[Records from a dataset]
········

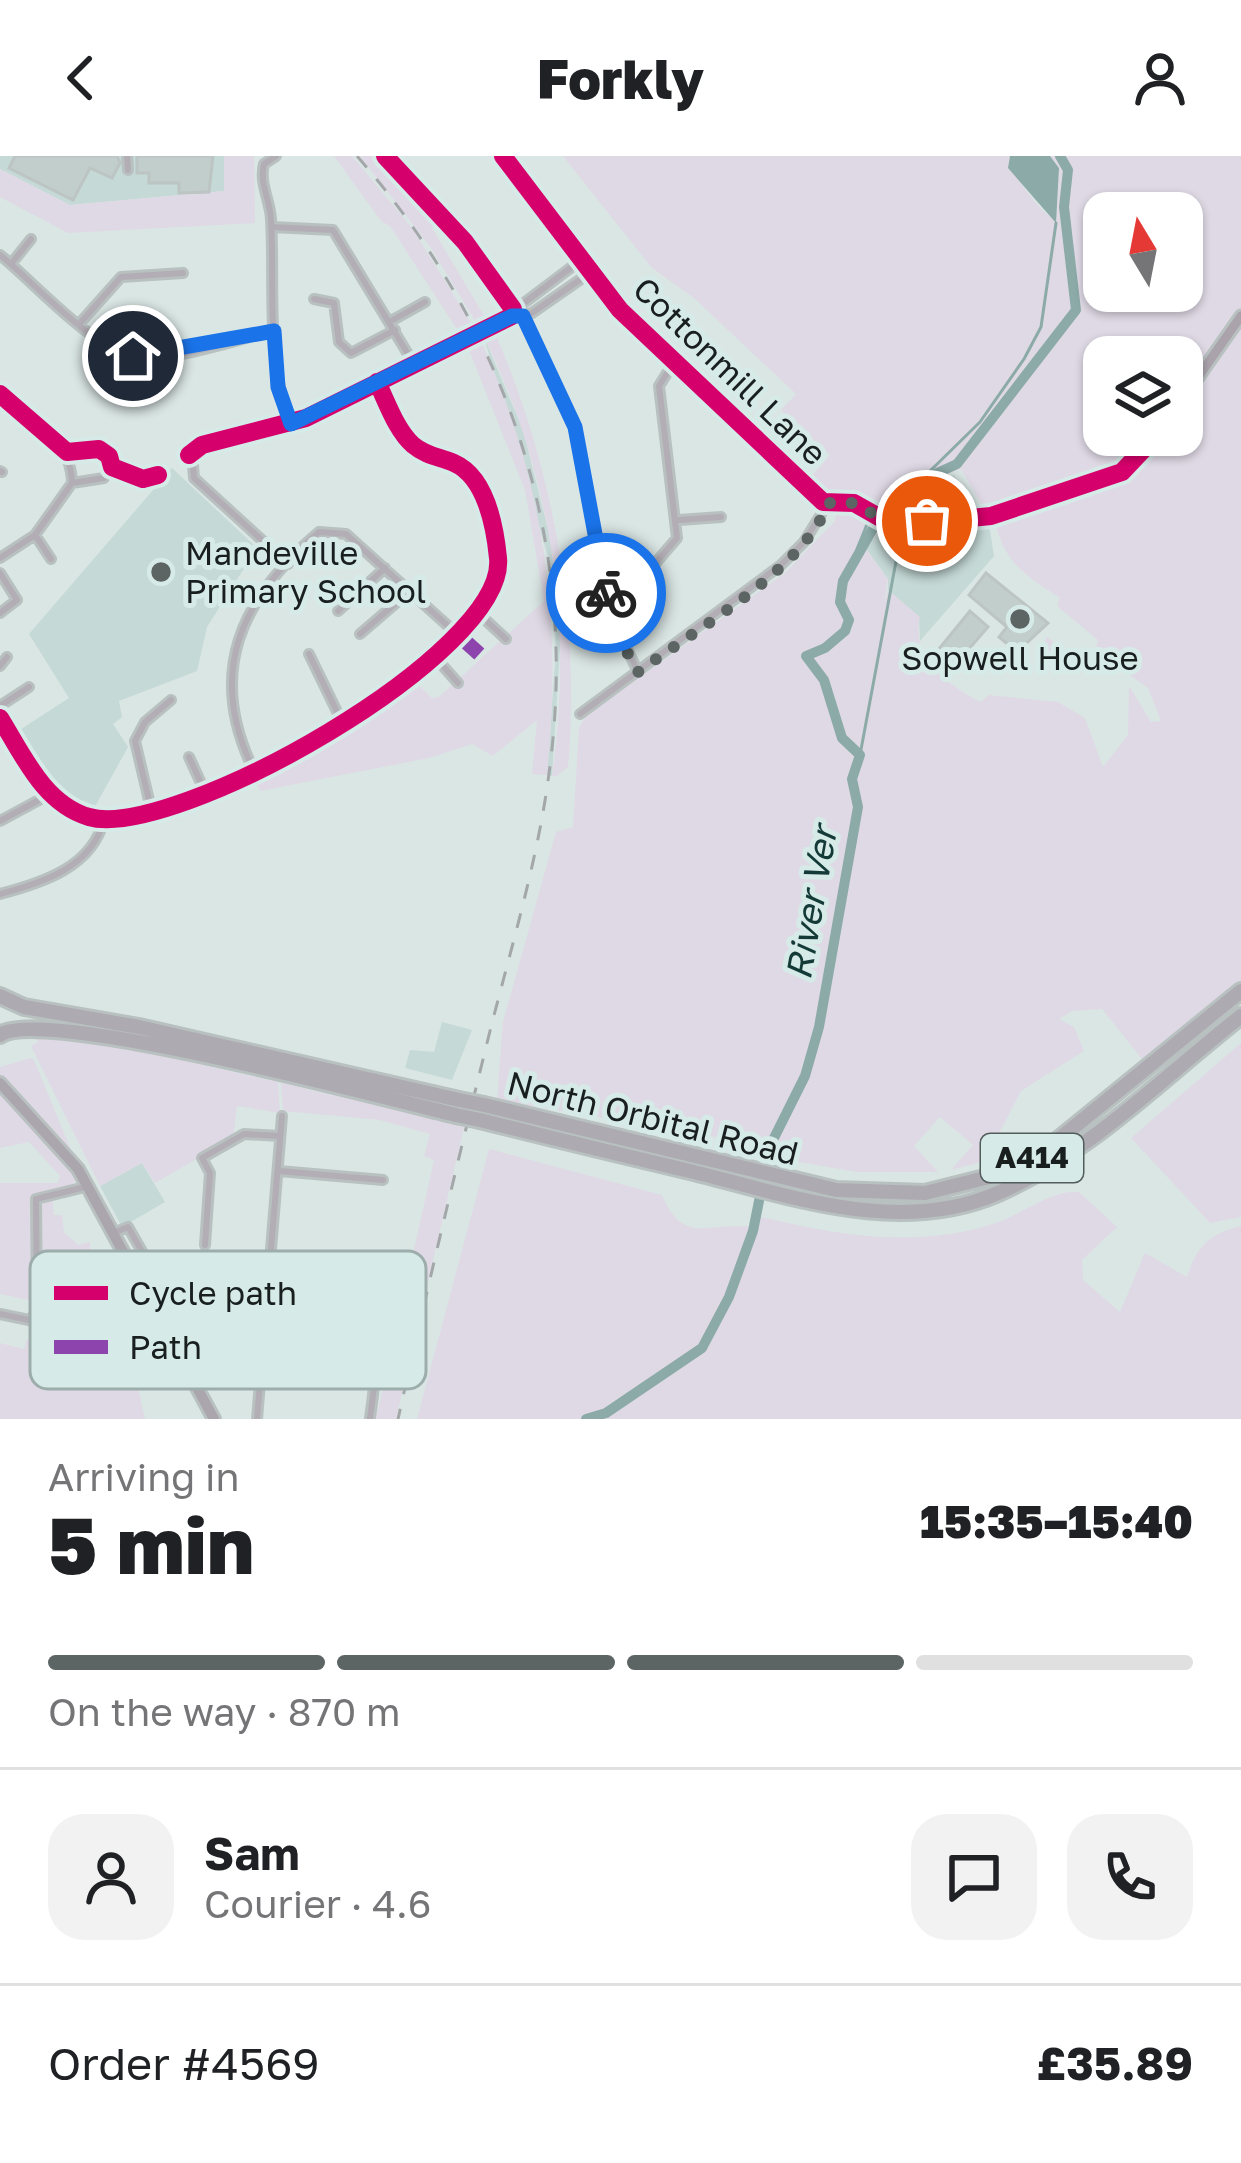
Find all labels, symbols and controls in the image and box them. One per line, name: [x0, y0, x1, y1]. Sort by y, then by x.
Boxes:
icon: back: [48, 45, 114, 111]
icon: person: [1127, 45, 1193, 111]
text: Forkly: [537, 46, 704, 111]
north arrow: [1083, 192, 1203, 312]
map controls: [1083, 192, 1203, 456]
street label: Cottonmill Lane: [626, 269, 835, 473]
pin: [82, 305, 184, 407]
icon: home: [100, 323, 166, 389]
button: layers: [1083, 336, 1203, 456]
pin: [876, 470, 978, 572]
icon: bag: [894, 488, 960, 554]
place label: Mandeville Primary School: [185, 533, 426, 610]
courier: [546, 533, 666, 653]
marker: Mandeville Primary School: [148, 559, 174, 585]
icon: bike: [573, 560, 639, 626]
marker: Sopwell House: [1007, 606, 1033, 632]
place label: Sopwell House: [901, 638, 1139, 677]
water label: River Ver: [776, 818, 846, 983]
street label: North Orbital Road: [504, 1063, 802, 1172]
road number: A414: [981, 1134, 1083, 1182]
legend: [30, 1251, 426, 1389]
text: Cycle path: [129, 1273, 297, 1312]
text: Path: [129, 1327, 202, 1366]
text: Arriving in: [48, 1453, 239, 1500]
text: 15:35–15:40: [920, 1494, 1193, 1548]
text: 5 min: [48, 1498, 254, 1591]
text: On the way · 870 m: [48, 1688, 401, 1735]
button: person: [48, 1814, 174, 1940]
button: chat: [911, 1814, 1037, 1940]
button: phone: [1067, 1814, 1193, 1940]
text: Sam: [204, 1826, 300, 1880]
text: Courier · 4.6: [204, 1880, 431, 1927]
text: Order #4569: [48, 2036, 320, 2090]
text: £35.89: [1037, 2036, 1193, 2090]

········

Work order | Only the number is wanted: count the lines of the records that hold the word "text".

Answer to this task | 11